Il se tourna vers moi et éclata de rire ! « Pauvres vacanciers ! ».  Puis poursuivit:
« Les OGM, voyez-vous, génèrent l’affrontement entre deux droits de propriétés. Si je cultive mes espèces normales mais que mon champ est contaminé par des OGM, je ne suis plus propriétaire de ma récolte. PLUS PROPRIÉTAIRE DE MA RÉCOLTE ! martela-t-il. Celle-ci appartient au propriétaire du brevet des OGM. C’est comme ça que des paysans américains et canadiens ont été ruinés ces dernières années par Monsanto. Vous connaissez forcément Monsanto. Imaginez si Lavoisier avait déposé un brevet sur l’azote et sur la carbone et que plus aucun scientifique n’ait pu travailler dessus ! Où en serait-on ? »
Il éclata de nouveau d’un rire obscène au moment où le comédien déchargeait un tube de lait Nestlé sur le ventre de la nana.
 » Moi, je vous raconte ça mais je m’en tape ! J’ai pas de gosses, la planète de toute façon elle continuera sans nous, alors les OGM, les pesticides et tout ça, moi, c’est la thune qui m’intéresse, pas vrai ? »
Intérieurement, je m’en voulais de m’être encore trompée d’histoire d’amour. Enfin, je n’avais qu’à monter dans le véhicule précédent, une vieille bétaillère conduite par un vieux bonhomme sans dents.

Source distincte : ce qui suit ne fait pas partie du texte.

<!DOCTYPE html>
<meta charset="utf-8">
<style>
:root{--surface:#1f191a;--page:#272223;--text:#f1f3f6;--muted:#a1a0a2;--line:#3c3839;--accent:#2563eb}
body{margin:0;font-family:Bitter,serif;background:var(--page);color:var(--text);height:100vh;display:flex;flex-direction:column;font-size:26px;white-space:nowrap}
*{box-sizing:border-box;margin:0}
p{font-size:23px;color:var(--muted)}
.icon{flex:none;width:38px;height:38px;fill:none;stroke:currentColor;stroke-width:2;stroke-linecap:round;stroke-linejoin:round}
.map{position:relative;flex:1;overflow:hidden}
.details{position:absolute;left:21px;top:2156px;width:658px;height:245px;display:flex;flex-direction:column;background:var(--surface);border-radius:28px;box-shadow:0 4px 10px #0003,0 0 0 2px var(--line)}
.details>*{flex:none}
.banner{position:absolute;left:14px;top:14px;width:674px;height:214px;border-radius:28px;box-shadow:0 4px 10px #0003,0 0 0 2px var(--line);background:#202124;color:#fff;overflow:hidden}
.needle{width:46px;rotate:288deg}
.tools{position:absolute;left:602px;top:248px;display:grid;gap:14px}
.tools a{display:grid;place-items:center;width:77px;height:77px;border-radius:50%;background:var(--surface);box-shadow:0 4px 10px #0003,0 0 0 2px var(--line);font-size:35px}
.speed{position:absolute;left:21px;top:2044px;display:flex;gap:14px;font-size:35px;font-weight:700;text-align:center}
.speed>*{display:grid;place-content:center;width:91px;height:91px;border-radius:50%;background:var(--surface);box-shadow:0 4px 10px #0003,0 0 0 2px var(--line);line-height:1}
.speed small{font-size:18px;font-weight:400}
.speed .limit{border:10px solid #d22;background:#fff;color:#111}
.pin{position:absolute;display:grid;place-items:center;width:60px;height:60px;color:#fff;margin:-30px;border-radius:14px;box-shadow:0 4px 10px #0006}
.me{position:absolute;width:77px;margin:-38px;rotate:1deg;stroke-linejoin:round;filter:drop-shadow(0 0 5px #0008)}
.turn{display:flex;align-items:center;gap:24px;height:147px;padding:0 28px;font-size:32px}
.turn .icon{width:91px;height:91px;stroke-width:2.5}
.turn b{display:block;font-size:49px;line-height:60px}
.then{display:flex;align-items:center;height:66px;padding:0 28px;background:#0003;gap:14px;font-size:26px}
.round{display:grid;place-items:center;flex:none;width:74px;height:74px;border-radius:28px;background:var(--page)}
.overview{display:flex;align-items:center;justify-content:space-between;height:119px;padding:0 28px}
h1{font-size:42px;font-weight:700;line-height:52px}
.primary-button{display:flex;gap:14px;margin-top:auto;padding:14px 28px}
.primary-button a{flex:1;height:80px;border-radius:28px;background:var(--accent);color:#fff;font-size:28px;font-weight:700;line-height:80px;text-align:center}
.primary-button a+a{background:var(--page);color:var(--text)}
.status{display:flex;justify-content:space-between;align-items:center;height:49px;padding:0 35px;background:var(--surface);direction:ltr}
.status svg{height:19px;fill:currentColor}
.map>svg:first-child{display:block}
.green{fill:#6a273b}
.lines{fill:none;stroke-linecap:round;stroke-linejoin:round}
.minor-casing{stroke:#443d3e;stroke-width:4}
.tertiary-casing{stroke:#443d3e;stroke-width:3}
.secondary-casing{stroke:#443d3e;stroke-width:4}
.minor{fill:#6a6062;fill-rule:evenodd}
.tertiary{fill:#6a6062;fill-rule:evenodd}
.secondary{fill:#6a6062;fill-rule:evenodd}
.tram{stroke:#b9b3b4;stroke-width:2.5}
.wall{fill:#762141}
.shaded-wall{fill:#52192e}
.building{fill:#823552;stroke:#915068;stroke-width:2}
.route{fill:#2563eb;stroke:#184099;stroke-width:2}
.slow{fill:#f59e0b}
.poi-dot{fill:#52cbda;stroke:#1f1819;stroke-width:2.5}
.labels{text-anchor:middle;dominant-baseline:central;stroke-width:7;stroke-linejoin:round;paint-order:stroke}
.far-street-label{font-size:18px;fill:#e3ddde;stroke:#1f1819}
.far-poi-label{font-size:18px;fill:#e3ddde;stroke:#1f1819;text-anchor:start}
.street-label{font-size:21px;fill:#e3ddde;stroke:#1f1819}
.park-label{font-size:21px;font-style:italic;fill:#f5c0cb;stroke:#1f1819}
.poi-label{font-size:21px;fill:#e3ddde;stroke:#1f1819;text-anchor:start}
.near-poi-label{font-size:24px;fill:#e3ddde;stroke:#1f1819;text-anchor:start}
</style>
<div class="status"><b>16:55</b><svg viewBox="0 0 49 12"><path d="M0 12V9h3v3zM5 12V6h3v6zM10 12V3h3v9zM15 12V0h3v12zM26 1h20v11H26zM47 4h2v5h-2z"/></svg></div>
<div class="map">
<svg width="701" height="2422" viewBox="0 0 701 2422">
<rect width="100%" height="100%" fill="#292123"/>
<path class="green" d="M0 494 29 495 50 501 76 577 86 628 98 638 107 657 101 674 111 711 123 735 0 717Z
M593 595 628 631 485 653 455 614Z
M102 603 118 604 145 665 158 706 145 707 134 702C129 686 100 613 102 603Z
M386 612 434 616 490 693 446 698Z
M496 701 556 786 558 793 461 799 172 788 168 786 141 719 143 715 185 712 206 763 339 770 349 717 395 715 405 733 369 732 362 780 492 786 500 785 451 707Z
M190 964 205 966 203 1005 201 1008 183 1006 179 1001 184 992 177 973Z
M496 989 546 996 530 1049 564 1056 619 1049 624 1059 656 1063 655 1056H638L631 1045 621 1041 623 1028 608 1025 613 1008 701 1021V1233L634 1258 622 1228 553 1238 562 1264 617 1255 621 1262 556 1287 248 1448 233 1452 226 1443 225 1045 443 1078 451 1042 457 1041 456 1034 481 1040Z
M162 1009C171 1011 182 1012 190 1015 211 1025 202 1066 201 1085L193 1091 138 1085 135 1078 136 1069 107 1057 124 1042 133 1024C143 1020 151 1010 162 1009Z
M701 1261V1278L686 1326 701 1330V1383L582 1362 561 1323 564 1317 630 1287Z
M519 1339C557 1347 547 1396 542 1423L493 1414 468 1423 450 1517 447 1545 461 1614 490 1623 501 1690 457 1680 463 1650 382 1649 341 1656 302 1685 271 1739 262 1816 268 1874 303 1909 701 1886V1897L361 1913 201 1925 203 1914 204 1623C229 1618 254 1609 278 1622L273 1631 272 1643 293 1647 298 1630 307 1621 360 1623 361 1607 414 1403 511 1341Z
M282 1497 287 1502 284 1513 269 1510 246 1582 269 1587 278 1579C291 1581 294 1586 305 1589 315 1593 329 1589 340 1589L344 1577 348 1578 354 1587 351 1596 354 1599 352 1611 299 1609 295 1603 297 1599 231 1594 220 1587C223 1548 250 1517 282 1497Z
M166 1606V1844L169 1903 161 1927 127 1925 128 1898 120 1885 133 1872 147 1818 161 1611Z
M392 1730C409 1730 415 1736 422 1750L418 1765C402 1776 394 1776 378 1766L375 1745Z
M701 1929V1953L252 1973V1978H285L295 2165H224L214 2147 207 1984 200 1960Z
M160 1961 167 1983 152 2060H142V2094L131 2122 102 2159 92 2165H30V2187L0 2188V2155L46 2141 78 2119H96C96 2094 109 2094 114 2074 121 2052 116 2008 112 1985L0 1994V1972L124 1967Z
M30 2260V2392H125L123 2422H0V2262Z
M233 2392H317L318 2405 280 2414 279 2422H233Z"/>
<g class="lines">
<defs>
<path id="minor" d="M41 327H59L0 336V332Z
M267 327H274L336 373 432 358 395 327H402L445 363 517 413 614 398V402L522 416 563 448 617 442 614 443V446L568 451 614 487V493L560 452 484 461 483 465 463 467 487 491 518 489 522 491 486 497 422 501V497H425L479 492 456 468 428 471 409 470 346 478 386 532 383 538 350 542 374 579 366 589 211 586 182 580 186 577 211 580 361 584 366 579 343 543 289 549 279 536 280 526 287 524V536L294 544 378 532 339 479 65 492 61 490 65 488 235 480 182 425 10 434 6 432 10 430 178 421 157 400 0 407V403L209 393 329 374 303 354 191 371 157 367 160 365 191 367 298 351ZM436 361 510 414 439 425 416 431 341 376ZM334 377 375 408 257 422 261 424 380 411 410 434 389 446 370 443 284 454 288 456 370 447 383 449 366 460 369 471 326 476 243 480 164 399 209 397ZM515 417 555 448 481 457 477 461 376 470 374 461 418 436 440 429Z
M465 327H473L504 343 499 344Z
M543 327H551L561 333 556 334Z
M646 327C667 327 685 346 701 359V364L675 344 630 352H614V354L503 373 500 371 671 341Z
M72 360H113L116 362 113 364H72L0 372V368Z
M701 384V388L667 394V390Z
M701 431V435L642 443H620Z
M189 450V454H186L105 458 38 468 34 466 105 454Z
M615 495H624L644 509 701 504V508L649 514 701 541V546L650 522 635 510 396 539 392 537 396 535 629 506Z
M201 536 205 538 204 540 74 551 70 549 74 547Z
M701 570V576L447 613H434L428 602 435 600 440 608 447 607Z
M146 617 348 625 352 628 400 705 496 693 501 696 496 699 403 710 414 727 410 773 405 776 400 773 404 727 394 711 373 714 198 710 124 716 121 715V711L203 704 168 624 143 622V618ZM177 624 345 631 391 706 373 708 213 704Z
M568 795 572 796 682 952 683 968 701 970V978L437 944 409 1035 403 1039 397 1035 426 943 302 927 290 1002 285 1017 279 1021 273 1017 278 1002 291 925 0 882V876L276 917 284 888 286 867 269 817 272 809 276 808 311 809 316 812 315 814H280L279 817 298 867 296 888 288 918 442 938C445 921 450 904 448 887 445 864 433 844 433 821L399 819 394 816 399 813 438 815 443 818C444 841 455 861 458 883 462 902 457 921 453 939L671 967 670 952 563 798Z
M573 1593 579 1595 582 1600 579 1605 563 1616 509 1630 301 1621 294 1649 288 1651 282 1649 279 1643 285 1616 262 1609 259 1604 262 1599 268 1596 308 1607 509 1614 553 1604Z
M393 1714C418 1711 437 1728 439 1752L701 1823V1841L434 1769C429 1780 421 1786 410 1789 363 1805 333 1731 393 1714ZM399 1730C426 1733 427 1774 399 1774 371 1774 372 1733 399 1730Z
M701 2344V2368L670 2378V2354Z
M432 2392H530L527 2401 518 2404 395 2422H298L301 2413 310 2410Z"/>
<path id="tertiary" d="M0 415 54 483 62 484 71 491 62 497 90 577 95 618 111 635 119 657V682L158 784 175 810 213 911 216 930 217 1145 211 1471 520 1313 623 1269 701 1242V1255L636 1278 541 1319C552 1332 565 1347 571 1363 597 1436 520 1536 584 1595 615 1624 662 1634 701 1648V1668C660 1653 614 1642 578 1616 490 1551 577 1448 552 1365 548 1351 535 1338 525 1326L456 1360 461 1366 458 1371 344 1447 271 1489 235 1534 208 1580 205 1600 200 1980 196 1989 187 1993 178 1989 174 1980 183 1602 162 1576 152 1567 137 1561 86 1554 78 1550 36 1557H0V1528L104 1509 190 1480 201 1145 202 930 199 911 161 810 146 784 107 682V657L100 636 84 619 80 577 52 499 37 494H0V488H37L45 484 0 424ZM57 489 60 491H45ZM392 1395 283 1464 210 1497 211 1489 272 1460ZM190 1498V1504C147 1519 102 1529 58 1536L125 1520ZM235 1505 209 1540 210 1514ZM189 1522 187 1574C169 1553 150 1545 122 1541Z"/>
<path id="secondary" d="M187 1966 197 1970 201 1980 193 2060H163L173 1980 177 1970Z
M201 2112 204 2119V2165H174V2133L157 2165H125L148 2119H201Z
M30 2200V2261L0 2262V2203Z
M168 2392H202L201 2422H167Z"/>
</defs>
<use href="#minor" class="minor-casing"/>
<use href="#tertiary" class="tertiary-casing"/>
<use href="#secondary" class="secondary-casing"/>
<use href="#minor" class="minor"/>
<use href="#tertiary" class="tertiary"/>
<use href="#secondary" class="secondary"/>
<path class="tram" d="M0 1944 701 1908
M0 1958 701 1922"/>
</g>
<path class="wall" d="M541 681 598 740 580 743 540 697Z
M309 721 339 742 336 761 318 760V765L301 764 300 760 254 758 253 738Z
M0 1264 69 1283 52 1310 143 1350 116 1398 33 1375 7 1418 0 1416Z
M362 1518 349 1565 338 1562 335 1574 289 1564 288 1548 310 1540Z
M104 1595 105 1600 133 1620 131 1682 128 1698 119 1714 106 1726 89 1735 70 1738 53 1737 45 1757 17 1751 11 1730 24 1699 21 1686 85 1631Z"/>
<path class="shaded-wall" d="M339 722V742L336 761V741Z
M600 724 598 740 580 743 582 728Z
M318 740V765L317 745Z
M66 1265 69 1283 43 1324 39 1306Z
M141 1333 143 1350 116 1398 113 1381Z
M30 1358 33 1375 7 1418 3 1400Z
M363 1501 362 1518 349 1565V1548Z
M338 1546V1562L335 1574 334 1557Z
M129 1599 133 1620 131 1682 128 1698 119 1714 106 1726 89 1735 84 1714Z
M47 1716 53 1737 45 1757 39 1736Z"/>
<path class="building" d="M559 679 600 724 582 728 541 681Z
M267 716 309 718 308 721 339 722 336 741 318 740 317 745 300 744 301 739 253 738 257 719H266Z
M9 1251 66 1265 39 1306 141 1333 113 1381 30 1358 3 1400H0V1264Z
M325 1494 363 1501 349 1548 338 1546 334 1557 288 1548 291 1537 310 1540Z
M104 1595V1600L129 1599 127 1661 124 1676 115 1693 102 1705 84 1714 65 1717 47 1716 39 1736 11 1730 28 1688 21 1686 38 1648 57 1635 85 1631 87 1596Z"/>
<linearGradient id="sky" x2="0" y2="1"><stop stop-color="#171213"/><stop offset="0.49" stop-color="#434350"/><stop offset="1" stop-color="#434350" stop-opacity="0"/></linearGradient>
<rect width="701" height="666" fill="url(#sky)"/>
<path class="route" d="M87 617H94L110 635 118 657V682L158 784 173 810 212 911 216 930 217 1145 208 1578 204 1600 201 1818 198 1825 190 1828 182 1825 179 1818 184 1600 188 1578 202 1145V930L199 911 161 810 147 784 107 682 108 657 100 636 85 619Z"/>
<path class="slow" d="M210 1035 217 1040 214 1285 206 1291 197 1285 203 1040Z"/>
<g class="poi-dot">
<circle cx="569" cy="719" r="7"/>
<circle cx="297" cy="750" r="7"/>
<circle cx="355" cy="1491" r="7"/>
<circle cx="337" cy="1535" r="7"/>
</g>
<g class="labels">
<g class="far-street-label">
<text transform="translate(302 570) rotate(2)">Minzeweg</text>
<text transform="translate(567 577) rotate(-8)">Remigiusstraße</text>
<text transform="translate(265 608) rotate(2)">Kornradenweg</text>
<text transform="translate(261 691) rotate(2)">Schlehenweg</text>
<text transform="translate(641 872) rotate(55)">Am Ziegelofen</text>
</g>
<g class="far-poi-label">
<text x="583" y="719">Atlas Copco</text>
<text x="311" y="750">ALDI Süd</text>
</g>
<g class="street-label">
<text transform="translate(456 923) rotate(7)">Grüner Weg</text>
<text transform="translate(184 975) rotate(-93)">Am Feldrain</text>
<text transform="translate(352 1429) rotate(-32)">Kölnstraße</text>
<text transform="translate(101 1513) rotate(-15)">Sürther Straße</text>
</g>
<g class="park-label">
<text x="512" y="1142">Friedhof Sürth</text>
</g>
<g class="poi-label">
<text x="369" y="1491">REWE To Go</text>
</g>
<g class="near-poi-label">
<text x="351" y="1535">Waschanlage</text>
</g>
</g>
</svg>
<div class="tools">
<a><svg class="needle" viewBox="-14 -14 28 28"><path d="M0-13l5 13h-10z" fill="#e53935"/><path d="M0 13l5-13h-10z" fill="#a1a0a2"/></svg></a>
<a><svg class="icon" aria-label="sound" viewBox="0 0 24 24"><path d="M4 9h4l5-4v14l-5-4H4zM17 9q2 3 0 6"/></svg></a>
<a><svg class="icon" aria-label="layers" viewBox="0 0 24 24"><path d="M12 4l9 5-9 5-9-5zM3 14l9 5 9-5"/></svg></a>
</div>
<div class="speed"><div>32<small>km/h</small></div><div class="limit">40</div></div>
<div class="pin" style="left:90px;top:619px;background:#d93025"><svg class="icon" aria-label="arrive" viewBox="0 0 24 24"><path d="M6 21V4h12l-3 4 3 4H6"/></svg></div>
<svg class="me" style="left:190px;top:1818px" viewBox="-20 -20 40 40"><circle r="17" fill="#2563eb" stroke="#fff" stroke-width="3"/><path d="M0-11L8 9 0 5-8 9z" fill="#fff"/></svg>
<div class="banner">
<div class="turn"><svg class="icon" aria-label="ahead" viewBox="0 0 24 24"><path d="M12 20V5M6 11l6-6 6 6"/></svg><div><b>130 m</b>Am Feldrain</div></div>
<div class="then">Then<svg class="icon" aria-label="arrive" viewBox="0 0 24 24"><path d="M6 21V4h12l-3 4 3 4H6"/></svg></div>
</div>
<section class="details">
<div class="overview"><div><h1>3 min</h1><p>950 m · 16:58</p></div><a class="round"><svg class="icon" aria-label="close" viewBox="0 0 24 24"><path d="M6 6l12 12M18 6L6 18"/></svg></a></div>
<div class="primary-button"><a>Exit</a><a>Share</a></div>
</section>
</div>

Texte d’après Philippe Desbrosses, agriculteur, docteur en sciences de l’environnement, université Paris-VII, directeur du centre-pilote de la Ferme de Sainte Marthe et président d’Intelligence verte (association pour la promotion de la biodiversité). In Solutions locales pour un désordre global, le livre de Coline Serreau chez Actes Sud.
Dessin poussif © dominiquecozette

Et le bousier, dans tout ça ?

La plus belle femme du monde me fixait d’un oeil torve alors que je lui racontais ce qui me préoccupait le plus sur cette planète : la disparition de la biodiversité, tandis que le maître d’hôtel découpait l’os de la côte sur une épaisse planche en citronnier.
– Le bousier, par exemple. Ah, le bousier ! T’en as jamais vu ? Impressionnant, cette petite bestiole qui pousse, tel Sisyphe, une énorme boule de bouse. Mais il a disparu des pampas australiennes parce qu’en remplaçant le vermifuge naturel qu’on donnait au bétail par des produits chimiques, on a intoxiqué les bouses et tué les bousiers.
– C’est gracieux, tout ça ! Qu’est-ce qu’on en a à foutre des bousiers ?
– Eh bien figure-toi que le bousier est le seul être qui déconstruise la bouse…
– Franchement, c’est passionnant !
– Alors la bouse reste intacte et empoisonne le sol. Et on y voit pousser des refus, des herbes énormes et âcres que les animaux ne veulent pas manger. Et alors la prairie se dégrade et
– Et alors ? Et alors ???
– Et les bactéries du sol disparaissent. Donc plus de sol, plus de bétail, tu vois le topo !
– C’est chiant, ton truc, ta bouse, tout ça, on s’en tape !!! (dit-elle en enfournant un gros morceau de viande)
– Eh bien le gouvernement australien vient de voter un crédit de 15 milliards de dollars
– QUINZE MILLIARDS  DE DOLLARS ????? (Elle s’étouffe, tousse, devient rouge, se ridiculise, je ne l’aime plus, ça y est, je la trouve moche)
– … pour réintroduire le bousier. Tu vois la connerie du monde dans lequel on vit, finis-je vivement en sortant ma pince à billets et en ajoutant bien fort :  Garçon, l’addition, s’il vous plaît !
Et je quittais la table, la laissant perplexe devant cette histoire agro-écologique dont elle n’avait rien à foutre car rien ne l’intéressait hors la marque de ses chaussures, le prix de son sac et le nombre d’étoiles de l’hôtel où quelqu’un de plus con que moi l’aurait invitée à passer la nuit. Merde !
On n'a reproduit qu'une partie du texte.